Endometrial stromal sarcomas (ESSs) are a rare form of uterine malignancy representing <10% of all uterine sarcomas and <1% of all primary malignant tumours of the uterus. Invasion of the vascular system by low-grade ESS has been reported in the literature. Here we report the first case of a high-grade ESS invading the pelvic and gonadal vein and extending through the inferior vena cava to the right atrium, the diagnostic challenges and multidisciplinary management of the case.

Background

Uterine sarcomas make up around 3%–7% of all uterine malignancies and are broadly divided into smooth muscle tumours and endometrial stromal tumours.1 The malignant subtype of endometrial stromal tumours, the endometrial stromal sarcoma (ESS), comprises <10% of uterine sarcomas.

The very existence of the high-grade ESSs (HG-ESSs) was debated before they were reintroduced in the classification of ESSs in 2014. Due to the rarity of the condition and complex molecular behaviour, most of the information on these tumours about pathogenesis, spread, diagnostic criteria, prognosis and management protocols is in the form of case reports/series. Also, as compared with low-grade ESS (LG-ESS), cases of HG-ESS are few and far between, making treatment more challenging.

This is a rare case of an HG-ESS invading into pelvic and gonadal vein and extending through the inferior vena cava (IVC) to the right atrium; we present diagnostic challenges and multidisciplinary management.

Case presentation

A premenopausal patient presented to the gynaecology clinic with the main report of menorrhagia.
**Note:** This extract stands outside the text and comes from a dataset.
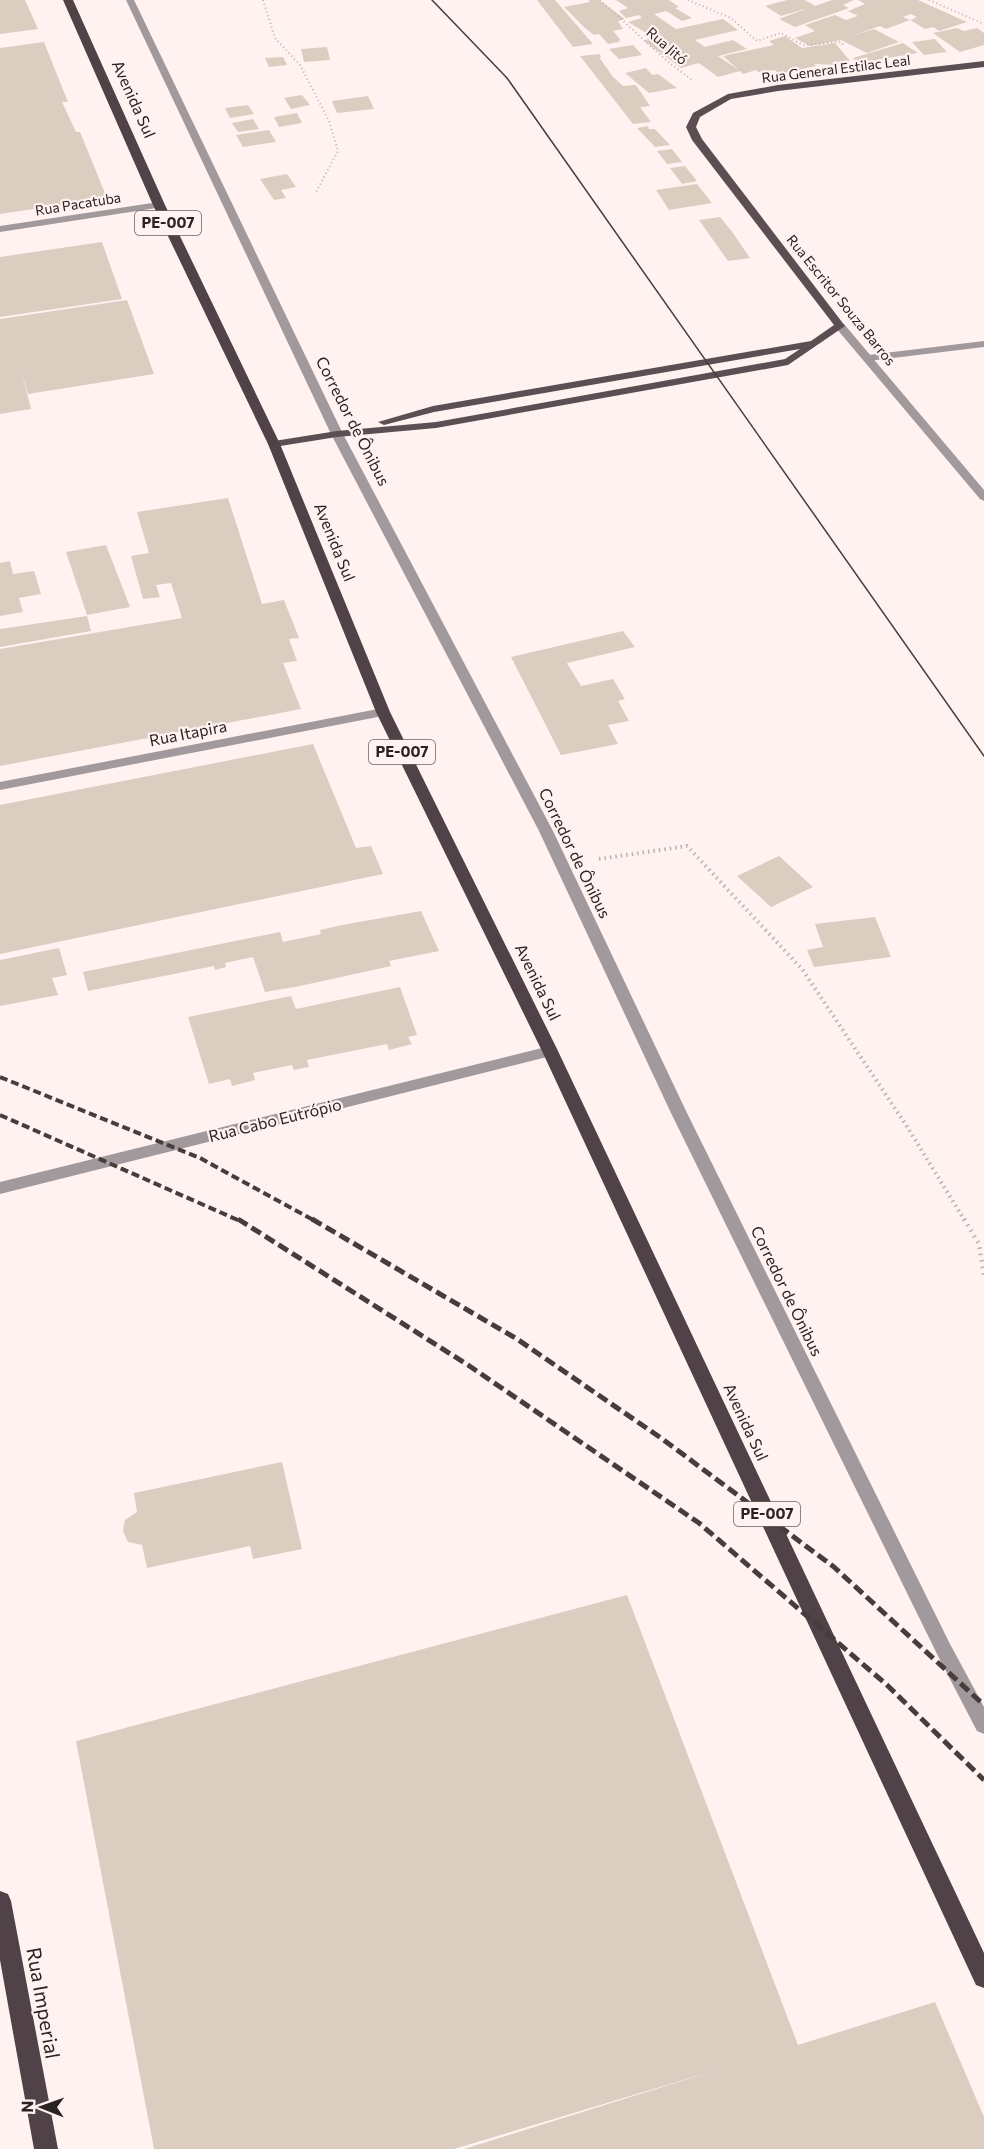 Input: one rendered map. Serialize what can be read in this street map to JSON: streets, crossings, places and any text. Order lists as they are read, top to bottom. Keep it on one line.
{"streets":{"highway":["Avenida Sul","PE-007","Rua Imperial"],"main road":["Rua General Estilac Leal","Rua Escritor Souza Barros"],"street":["Rua Pacatuba","Corredor de Ônibus","Rua Itapira","Rua Cabo Eutrópio"],"path":["Rua Jitó"]},"crossings":[["Rua Jitó","Rua General Estilac Leal"],["Rua General Estilac Leal","Rua Escritor Souza Barros"],["Avenida Sul","Rua Pacatuba"],["Avenida Sul","Rua Itapira"],["Avenida Sul","Rua Cabo Eutrópio"]],"north":"left"} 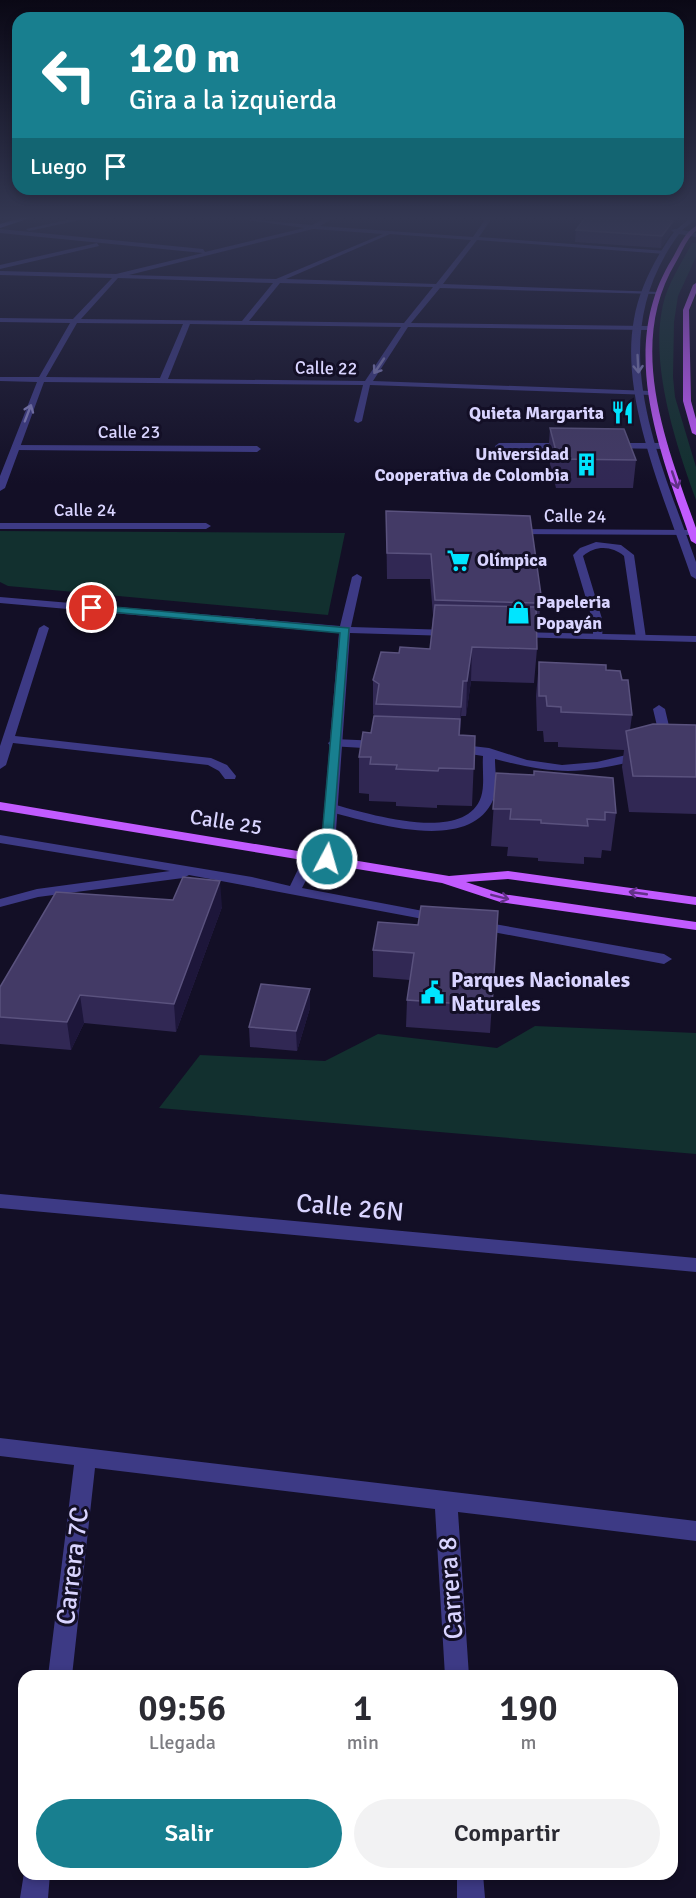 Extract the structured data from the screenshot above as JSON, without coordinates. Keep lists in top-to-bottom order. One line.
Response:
{"streets":{"main road":["Calle 25"],"street":["Calle 22","Calle 23","Calle 24","Calle 26N","Carrera 7C","Carrera 8"]},"places":{"restaurant":["Quieta Margarita"],"building":["Universidad Cooperativa de Colombia"],"supermarket":["Olímpica"],"shop":["Papeleria Popayán"],"public building":["Parques Nacionales Naturales"]},"page":{"turn":["120 m","Gira a la izquierda"],"then":"Luego","eta":["09:56","Llegada","1","min","190","m"],"buttons":["Salir","Compartir"]}} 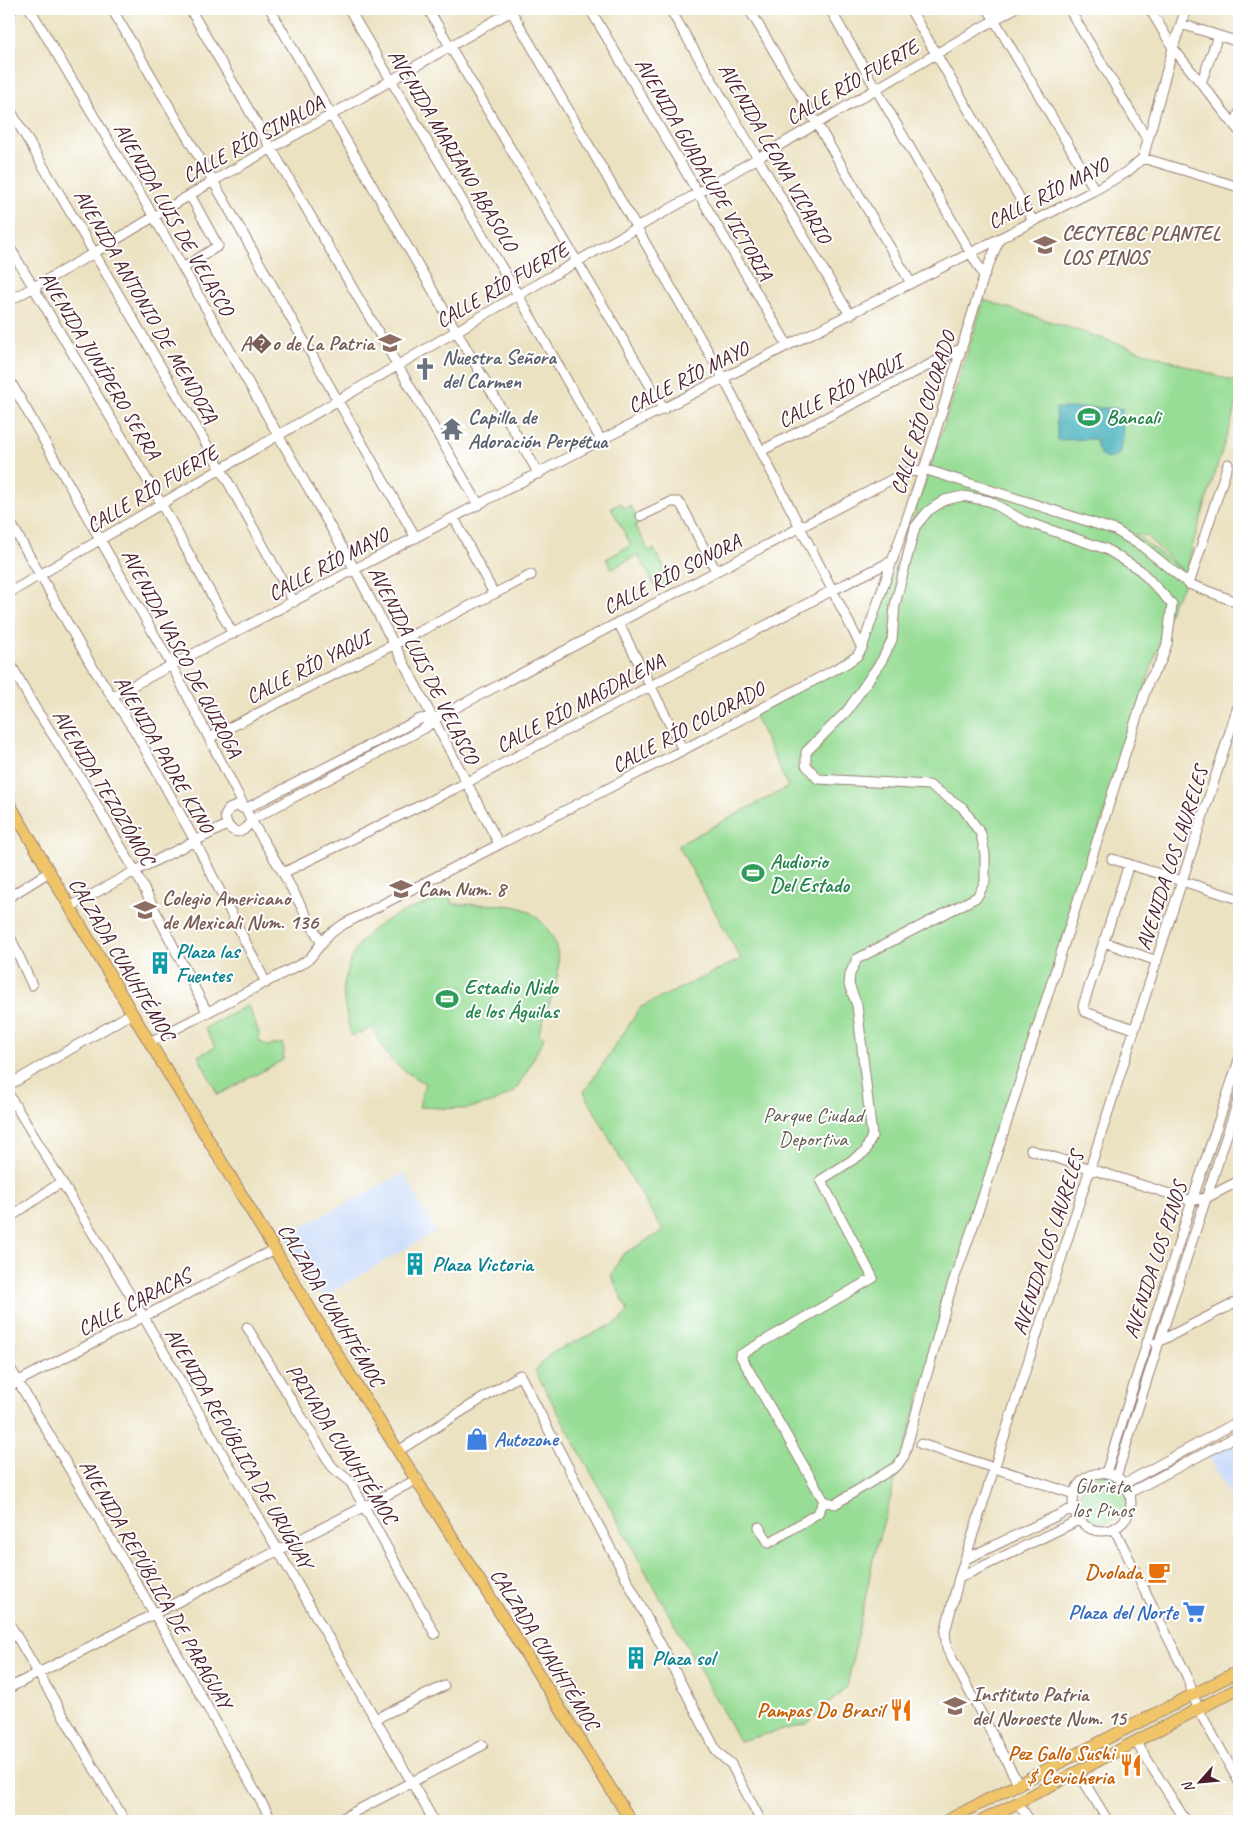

She was known to have a uterine fibroid for around 4 years with a delay in referral due to the COVID-19 pandemic. She was hypothyroid on thyroxine and had bilateral inguinal herniorrhaphy in the past.

On clinical examination, the uterus was bulky, mobile and retroverted. No nodularity was felt in the pouch of Douglas.

Investigations

  • An ultrasound scan was done in the community and the patient was diagnosed with fibroid uterus.

  • MRI scan showed a grossly abnormal uterus with the prolapsing lesion extending from the endometrial cavity into the endocervical canal with multiple myometrial lesions which were not typical for fibroids. Overall, the appearances were concerning for sarcoma (figure 1).

  • A CT scan was performed as part of the preoperative assessment. It was an unenhanced scan as the patient reported contrast allergy and showed no extrauterine spread.

Figure 1

Preoperative MRI.

Differential diagnosis

Based on the investigations, the main differential diagnoses were:

  1. Fibroid uterus.

  2. Uterine sarcoma.

Keeping in mind the atypical picture of the fibroids, the patient was seen by the gynaecological-oncology team and was counselled for a total abdominal hysterectomy with bilateral salpingo-oophorectomy.

Treatment

At laparotomy, the uterus was bulky with normal tubes and ovaries. The right infundibulopelvic ligament and paracervical tissues were thickened on touch and intravenous leiomyomatosis was suspected. The upper abdomen was normal; no retroperitoneal lymphadenopathy was noted. Hysterectomy and bilateral salpingo-oophorectomy were completed. Right paracervical abnormal tissue was resected after mobilising the ureter. The tumour noted in the right gonadal vein was felt to be reaching the IVC, after mobilising the caecum and the ascending colon. Imaging was reviewed, but it was difficult to comment on the intravenous extension on unenhanced CT or MRI scans.

Intraoperative sonography was performed and showed an intravascular lesion extending from the right gonadal vein into the hepatic portion of IVC.

The right ovarian pedicle was then traced up above the pelvic brim and transfixed high, and a decision was made not to proceed with resection of gonadal vein tumour any higher up as the upper extent of the lesion could not be defined.

The patient had an uneventful postoperative recovery. She had an allergy test and then a contrast CT and transthoracic echocardiogram. Imaging revealed tumour thrombus extending into IVC extending into the right internal iliac vein and right atrium (figures 2 and 3). The possibility of tumour thrombus in the pulmonary artery was raised. No other features of the distant spread of the disease were seen. It could not be concluded if pulmonary emboli were secondary to tumour or blood clots. On balance, she was started on anticoagulation (apixaban). The case was then discussed at the sarcoma multidisciplinary team (MDT) and vascular MDT meeting.

Figure 2

Tumour thrombus in iliac vein.

Figure 3

Tumour thrombus in inferior vena cava (IVC) and going to the right atrium.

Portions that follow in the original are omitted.